The core network 130 may provide user authentication, access authorization, tracking, Internet Protocol (IP) connectivity, and other access, routing, or mobility functions. The core network 130 may be an evolved packet core (EPC) or 5G core (5GC), which may include at least one control plane entity that manages access and mobility (e.g., a mobility management entity (MME), an access and mobility management function (AMF)) and at least one user plane entity that routes packets or interconnects to external networks (e.g., a serving gateway (S-GW), a Packet Data Network (PDN) gateway (P-GW), or a user plane function (UPF)). The control plane entity may manage non-access stratum (NAS) functions such as mobility, authentication, and bearer management for the UEs 115 served by the network entities 105 (e.g., base stations 140) associated with the core network 130. User IP packets may be transferred through the user plane entity, which may provide IP address allocation as well as other functions. The user plane entity may be connected to IP services 150 for one or more network operators. The IP services 150 may include access to the Internet, Intranet(s), an IP Multimedia Subsystem (IMS), or a Packet-Switched Streaming Service.


The wireless communications system 100 may operate using one or more frequency bands, which may be in the range of 300 megahertz (MHz) to 300 gigahertz (GHz).

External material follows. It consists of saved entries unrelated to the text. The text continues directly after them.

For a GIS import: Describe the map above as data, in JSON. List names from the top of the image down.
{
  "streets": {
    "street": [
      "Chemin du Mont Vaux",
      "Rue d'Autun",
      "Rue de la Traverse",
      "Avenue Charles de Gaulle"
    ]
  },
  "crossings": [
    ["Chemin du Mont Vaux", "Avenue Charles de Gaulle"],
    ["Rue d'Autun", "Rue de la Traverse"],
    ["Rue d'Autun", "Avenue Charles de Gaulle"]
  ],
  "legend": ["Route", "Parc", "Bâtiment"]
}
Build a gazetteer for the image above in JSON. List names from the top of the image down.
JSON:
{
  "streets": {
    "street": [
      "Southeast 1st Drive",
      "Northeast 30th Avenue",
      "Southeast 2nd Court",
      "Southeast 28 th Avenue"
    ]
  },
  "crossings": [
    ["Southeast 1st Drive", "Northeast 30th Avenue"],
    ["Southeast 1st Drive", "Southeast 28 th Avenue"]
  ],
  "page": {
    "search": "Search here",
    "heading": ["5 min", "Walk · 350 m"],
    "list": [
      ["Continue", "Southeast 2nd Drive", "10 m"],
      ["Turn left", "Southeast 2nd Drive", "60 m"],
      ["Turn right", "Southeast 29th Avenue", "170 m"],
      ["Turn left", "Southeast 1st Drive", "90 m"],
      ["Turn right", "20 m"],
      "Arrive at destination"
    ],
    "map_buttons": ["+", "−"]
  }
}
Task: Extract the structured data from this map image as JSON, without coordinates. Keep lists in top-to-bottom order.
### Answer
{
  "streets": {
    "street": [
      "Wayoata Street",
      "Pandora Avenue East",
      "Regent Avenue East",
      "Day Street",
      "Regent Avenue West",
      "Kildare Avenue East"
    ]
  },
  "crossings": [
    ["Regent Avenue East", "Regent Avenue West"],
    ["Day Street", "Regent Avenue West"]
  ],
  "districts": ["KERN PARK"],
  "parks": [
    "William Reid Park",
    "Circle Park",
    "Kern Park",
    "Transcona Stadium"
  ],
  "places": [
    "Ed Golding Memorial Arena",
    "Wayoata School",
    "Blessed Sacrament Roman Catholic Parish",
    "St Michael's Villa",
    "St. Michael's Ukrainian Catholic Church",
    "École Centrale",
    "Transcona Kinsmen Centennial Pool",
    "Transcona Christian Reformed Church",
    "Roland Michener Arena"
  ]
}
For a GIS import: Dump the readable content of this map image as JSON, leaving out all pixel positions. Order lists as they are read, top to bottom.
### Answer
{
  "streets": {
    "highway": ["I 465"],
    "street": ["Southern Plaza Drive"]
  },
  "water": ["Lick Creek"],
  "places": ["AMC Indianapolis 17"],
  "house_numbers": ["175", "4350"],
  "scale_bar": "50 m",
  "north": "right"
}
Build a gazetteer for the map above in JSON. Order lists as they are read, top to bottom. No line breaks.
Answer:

Generally, the region from 300 MHz to 3 GHz is known as the ultra-high frequency (UHF) region or decimeter band because the wavelengths range from approximately one decimeter to one meter in length. UHF waves may be blocked or redirected by buildings and environmental features, which may be referred to as clusters, but the waves may penetrate structures sufficiently for a macro cell to provide service to the UEs 115 located indoors. Communications using UHF waves may be associated with smaller antennas and shorter ranges (e.g., less than 100 kilometers) compared to communications using the smaller frequencies and longer waves of the high frequency (HF) or very high frequency (VHF) portion of the spectrum below 300 MHz.


The wireless communications system 100 may also operate using a super high frequency (SHF) region, which may be in the range of 3 GHz to 30 GHz, also known as the centimeter band, or using an extremely high frequency (EHF) region of the spectrum (e.g., from 30 GHz to 300 GHz), also known as the millimeter band. In some examples, the wireless communications system 100 may support millimeter wave (mmW) communications between the UEs 115 and the network entities 105 (e.g., base stations 140, RUs 170), and EHF antennas of the respective devices may be smaller and more closely spaced than UHF antennas. In some examples, such techniques may facilitate using antenna arrays within a device. The propagation of EHF transmissions, however, may be subject to even greater attenuation and shorter range than SHF or UHF transmissions. The techniques disclosed herein may be employed across transmissions that use one or more different frequency regions, and designated use of bands across these frequency regions may differ by country or regulating body.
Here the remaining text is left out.